Danny se estaba poniendo nervioso; volvía a recordar la escena con De Haven: ella sabía, ellos sabían, adiós Ted Rojo.
—Jack, ¿tienes algo nuevo?
—Tal vez algo gordo —dijo Shortell—. Me he pasado toda la noche indagando la cuestión del glotón, y obtuve una pista importante relacionada con un viejo llamado Thomas Cormier. Es un naturalista aficionado, en cierto modo famoso. Vive en Burker Hill, y alquila criaturas de la familia de las comadrejas a la industria cinematográfica y los circos. Tiene varios glotones encerrados, los únicos conocidos en Los Ángeles. Ahora escucha, porque aquí es donde se pone interesante.

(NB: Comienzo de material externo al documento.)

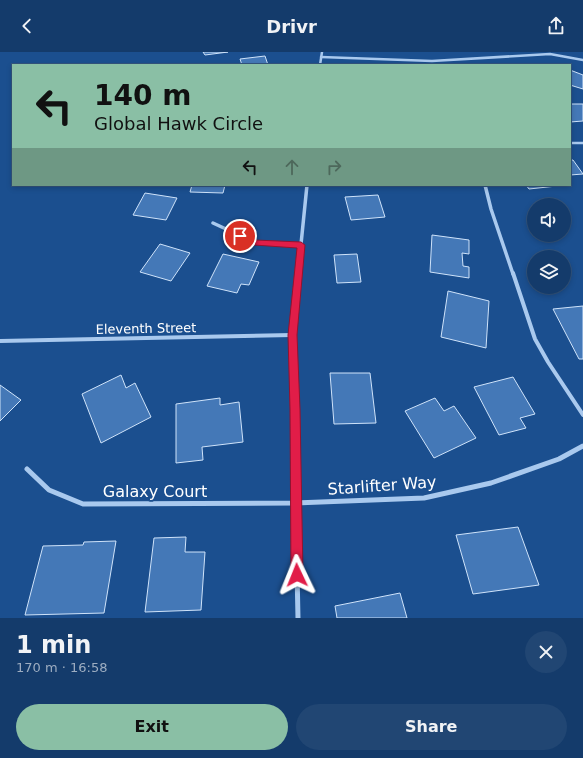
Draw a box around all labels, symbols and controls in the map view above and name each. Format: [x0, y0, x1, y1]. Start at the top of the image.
icon: back [16, 15, 38, 37]
icon: share [545, 15, 567, 37]
text: Drivr [266, 16, 317, 37]
text: 140 m [94, 79, 191, 112]
icon: left [28, 80, 80, 132]
text: Global Hawk Circle [94, 113, 263, 134]
icon: left [239, 156, 261, 178]
icon: ahead [281, 156, 303, 178]
icon: right [323, 156, 345, 178]
map controls [527, 198, 571, 294]
button: sound [527, 198, 571, 242]
pin [223, 219, 257, 253]
icon: arrive [229, 225, 251, 247]
button: layers [527, 250, 571, 294]
street label: Eleventh Street [96, 320, 196, 337]
street label: Starlifter Way [327, 472, 437, 499]
street label: Galaxy Court [103, 482, 207, 501]
position arrow [276, 554, 318, 596]
text: 1 min [16, 631, 91, 659]
button: close [525, 631, 567, 673]
text: 170 m · 16:58 [16, 660, 107, 675]
button: Exit [16, 704, 288, 750]
button: Share [296, 704, 567, 750]

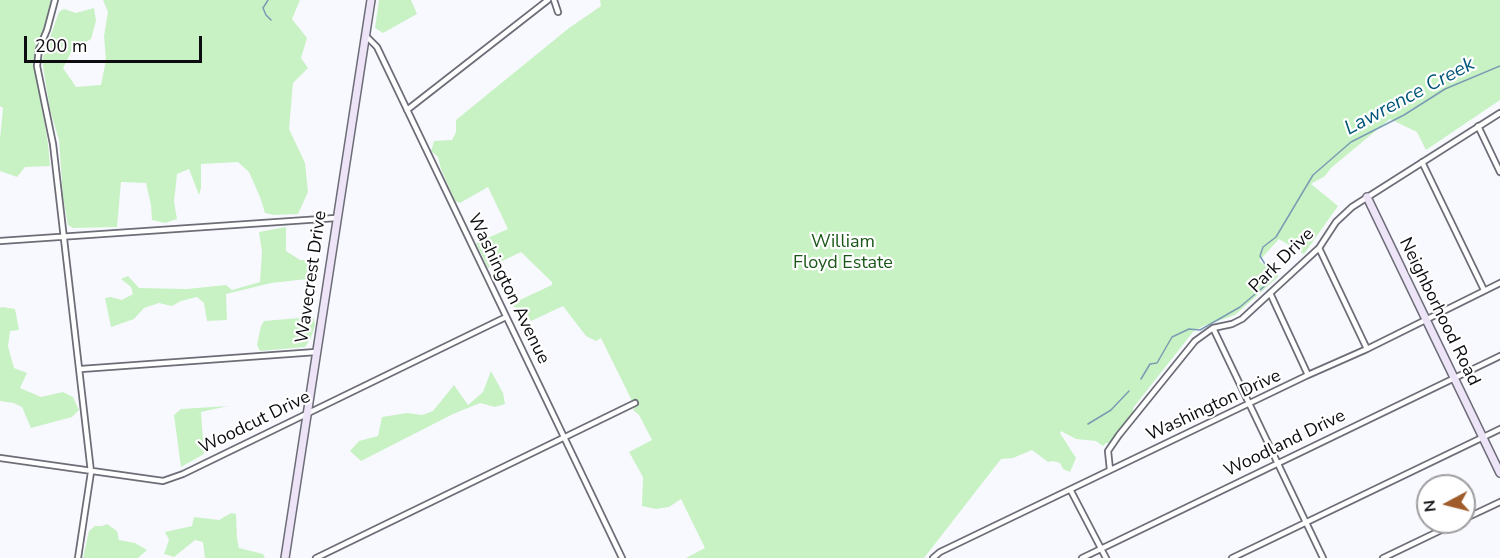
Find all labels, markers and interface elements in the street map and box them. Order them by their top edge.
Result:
scale bar [27,24,206,62]
text: 200 m [35,34,87,58]
water label: Lawrence Creek [1341,53,1479,141]
street label: Wavecrest Drive [292,209,332,345]
street label: Washington Avenue [462,210,554,368]
street label: Park Drive [1245,224,1319,298]
park label: William Floyd Estate [793,232,893,274]
street label: Neighborhood Road [1394,234,1484,390]
street label: Washington Drive [1143,365,1285,447]
street label: Woodcut Drive [196,387,314,459]
street label: Woodland Drive [1221,405,1349,483]
north arrow [1416,474,1476,534]
text: N [1418,499,1442,513]

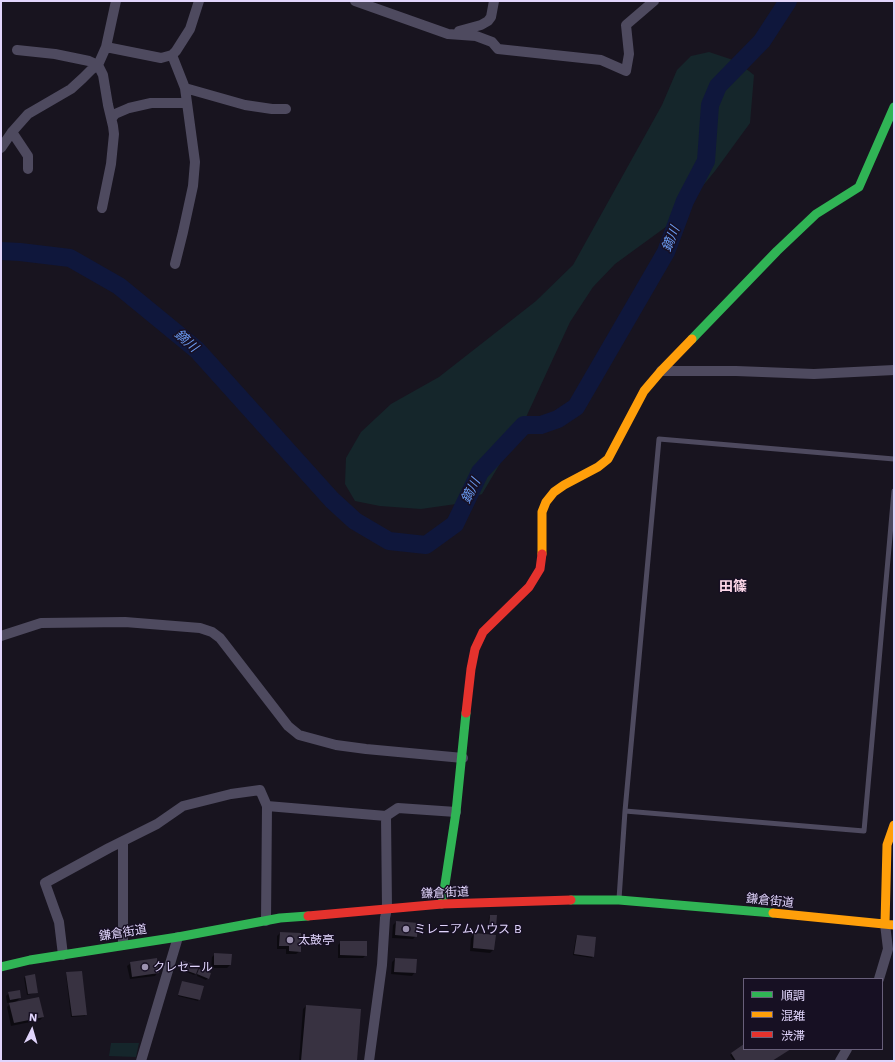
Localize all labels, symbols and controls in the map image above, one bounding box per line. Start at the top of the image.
water label: 鏑川 [659,224,683,254]
water label: 鏑川 [171,327,201,355]
water label: 鏑川 [458,476,484,506]
district label: 田篠 [719,579,747,595]
street label: 鎌倉街道 [421,885,469,901]
street label: 鎌倉街道 [745,891,795,911]
street label: 鎌倉街道 [98,922,148,944]
place label: ミレニアムハウス B [414,922,522,936]
marker: ミレニアムハウス B [401,924,411,934]
place label: 太鼓亭 [298,933,334,947]
marker: 太鼓亭 [285,935,295,945]
place label: クレセール [153,960,213,974]
marker: クレセール [140,962,150,972]
legend [743,978,883,1050]
text: 順調 [781,989,805,1003]
text: 混雑 [781,1009,805,1023]
north arrow [12,1010,52,1050]
text: N [28,1011,38,1024]
text: 渋滞 [781,1029,805,1043]

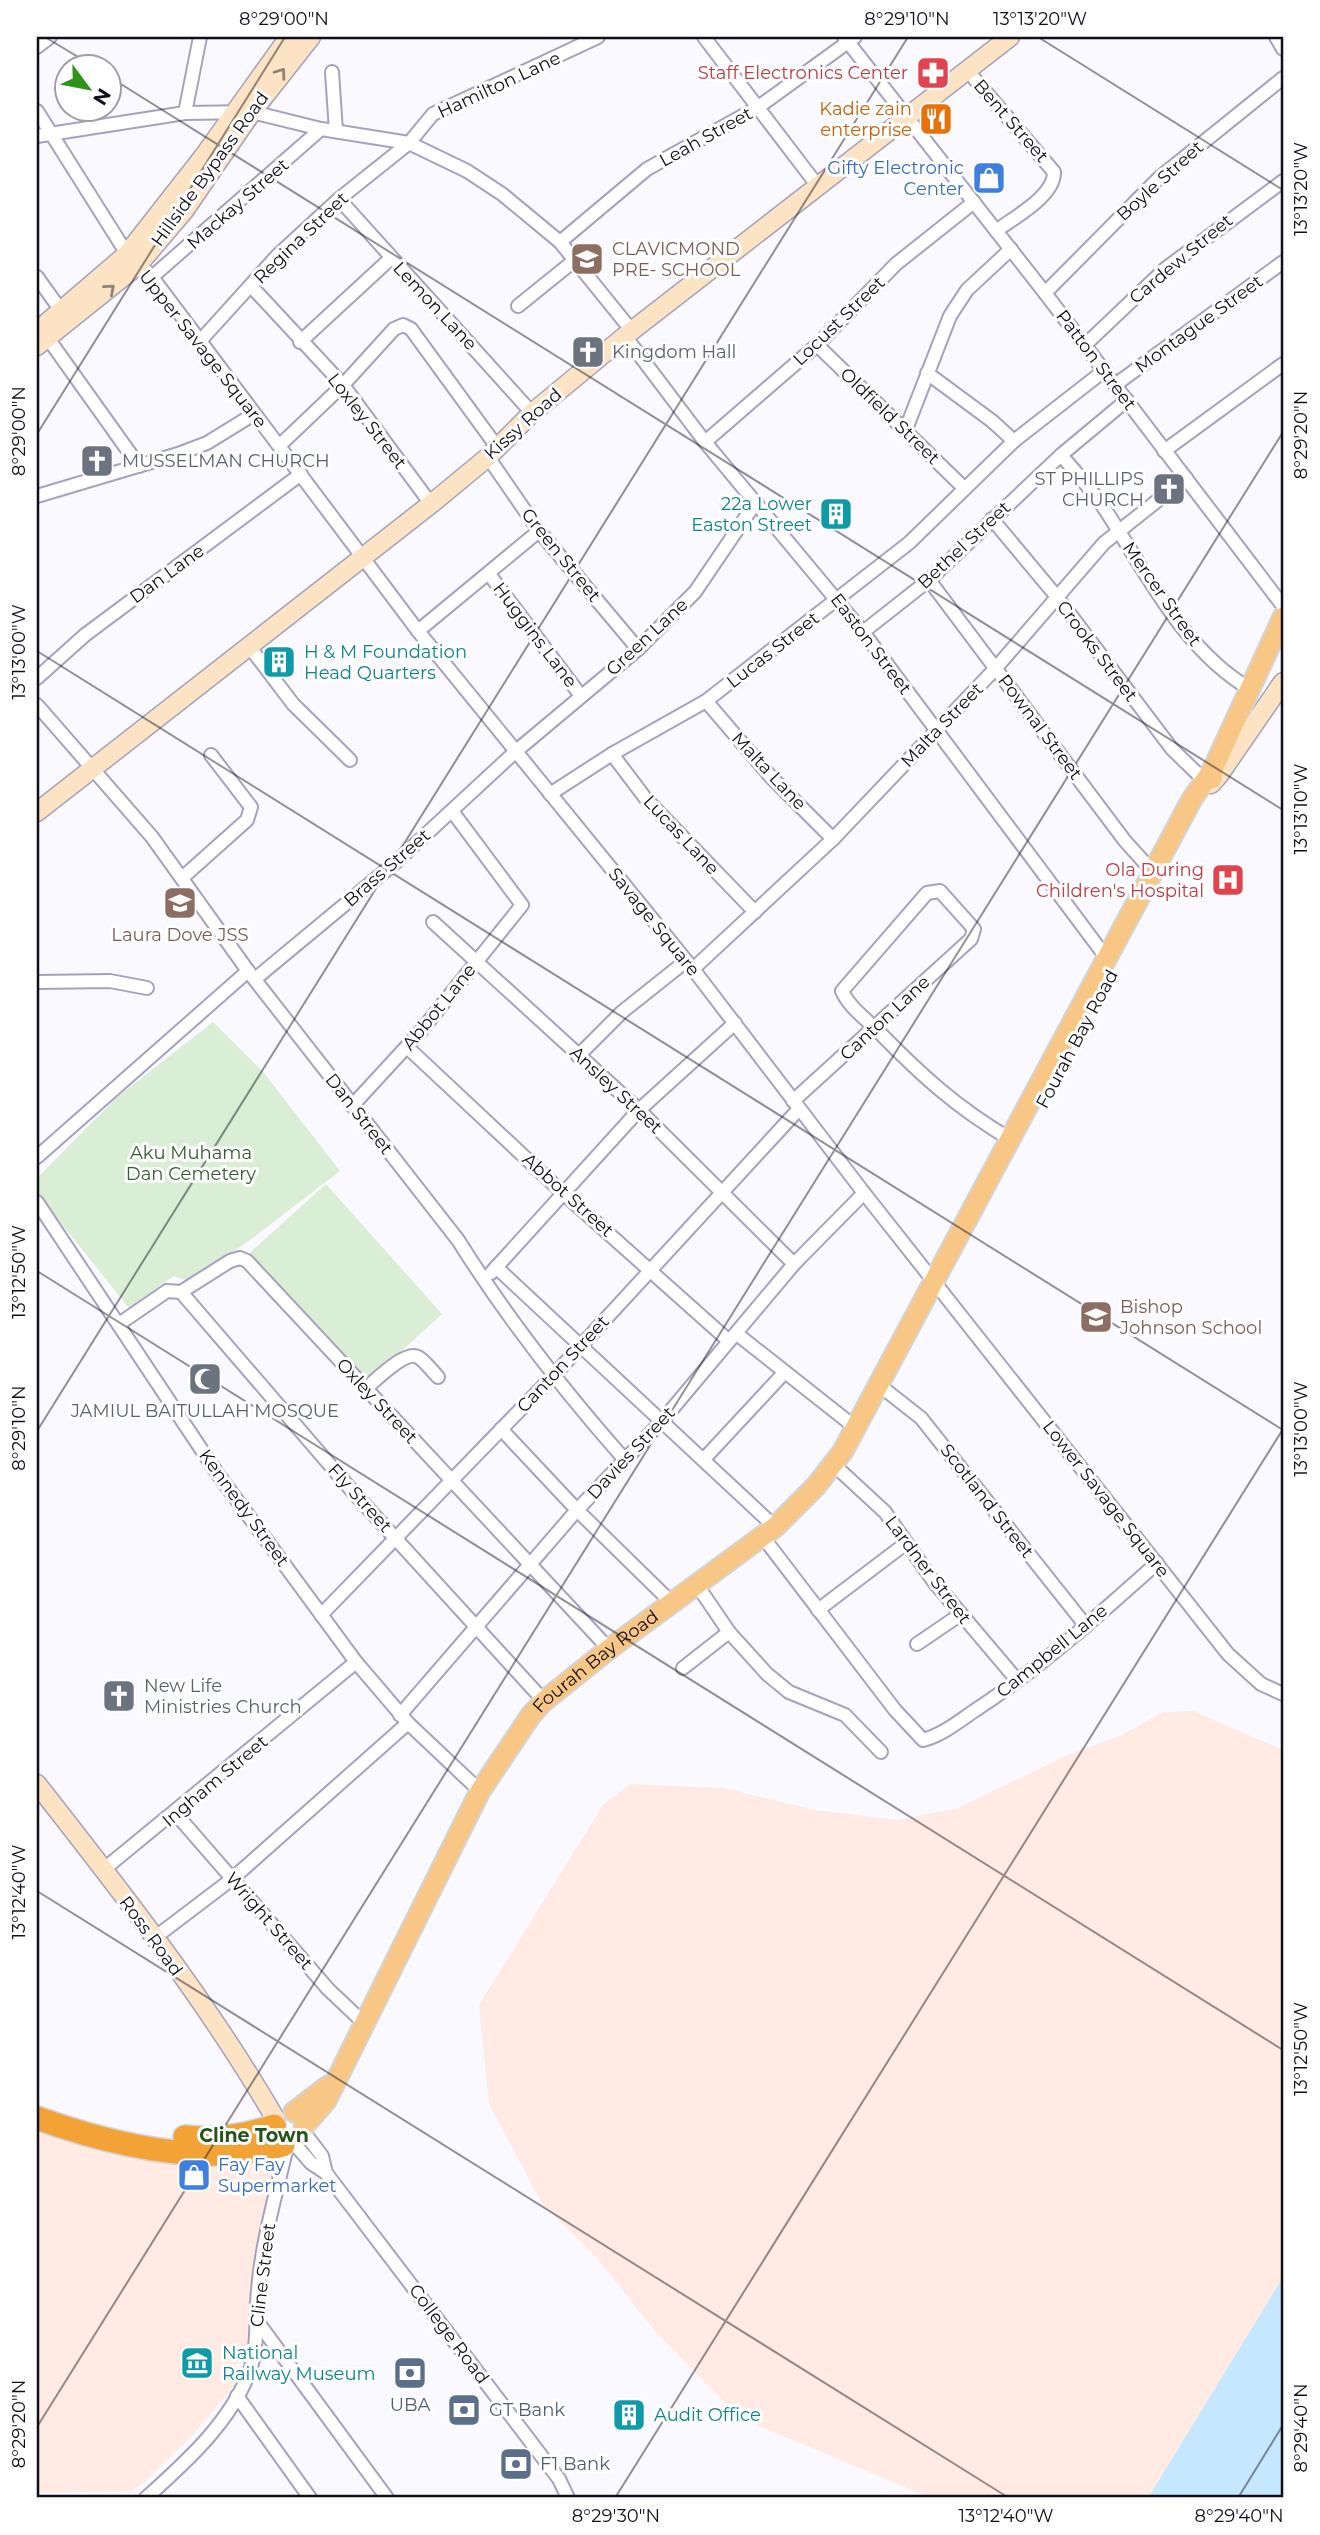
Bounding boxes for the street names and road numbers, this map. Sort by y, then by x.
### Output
street label: Hamilton Lane [434,47,564,123]
street label: Bent Street [969,75,1053,167]
street label: Hillside Bypass Road [146,87,274,251]
street label: Leah Street [656,102,756,172]
street label: Boyle Street [1112,136,1208,226]
street label: Mackay Street [183,154,293,254]
street label: Regina Street [249,187,353,289]
street label: Cardew Street [1125,209,1237,309]
street label: Lemon Lane [388,257,482,355]
street label: Upper Savage Square [134,265,272,433]
street label: Montague Street [1131,270,1267,378]
street label: Locust Street [788,272,890,370]
street label: Patton Street [1051,306,1141,414]
street label: Oldfield Street [836,363,944,469]
street label: Loxley Street [323,369,411,473]
street label: Kissy Road [480,383,566,465]
street label: Bethel Street [913,496,1015,594]
street label: Green Street [517,504,605,606]
street label: Mercer Street [1118,538,1206,650]
street label: Dan Lane [125,540,209,608]
street label: Huggins Lane [488,578,582,692]
street label: Easton Street [826,589,916,699]
street label: Green Lane [602,593,693,680]
street label: Crooks Street [1052,596,1142,706]
street label: Lucas Street [722,607,824,693]
street label: Pownal Street [993,670,1087,784]
street label: Malta Street [896,678,988,772]
street label: Malta Lane [727,727,811,815]
street label: Lucas Lane [638,791,724,880]
street label: Brass Street [339,824,435,912]
street label: Savage Square [604,863,705,981]
street label: Abbot Lane [397,959,481,1055]
street label: Fourah Bay Road [1031,966,1123,1112]
street label: Canton Lane [836,971,935,1065]
street label: Ansley Street [565,1042,667,1138]
street label: Dan Street [321,1069,397,1159]
street label: Abbot Street [518,1148,618,1242]
street label: Canton Street [512,1311,614,1417]
street label: Oxley Street [332,1354,422,1448]
street label: Davies Street [582,1402,680,1504]
street label: Lower Savage Square [1038,1416,1174,1582]
street label: Scotland Street [936,1440,1038,1562]
street label: Kennedy Street [194,1445,294,1571]
street label: Fly Street [323,1459,397,1537]
street label: Lardner Street [880,1512,976,1628]
street label: Campbell Lane [992,1599,1112,1702]
street label: Fourah Bay Road [528,1605,663,1717]
street label: Ingham Street [158,1730,272,1832]
street label: Wright Street [221,1868,317,1974]
street label: Ross Road [115,1892,187,1980]
street label: Cline Street [246,2222,280,2328]
street label: College Road [404,2280,494,2388]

»Anoche pasé por la Subestación Hollywood Oeste para hablar con un amigo a quien acaban de trasladar. Oí que la muchacha de la centralita mencionaba tu nombre al sargento de guardia, y la traté amablemente. Me contó que andaba despacio en sus averiguaciones sobre laboratorios dentales porque pensaba que tú sólo la estabas usando. Me dio una lista con datos anotados. Todo negativo para la descripción del asesino, pero positivo para los dientes de animales: el taller dental Joredco de Beverly y Beaudry. Prepara postizos animales para taxidermistas, y es el único laboratorio de Los Ángeles que trabaja con dientes verdaderos de animales. Tu dato referente a que todos los taxidermistas usan dientes de plástico era erróneo. Y Beverly y Beaudry está a siete manzanas de la casa de Thomas Cormier, Corondelet Sur 343.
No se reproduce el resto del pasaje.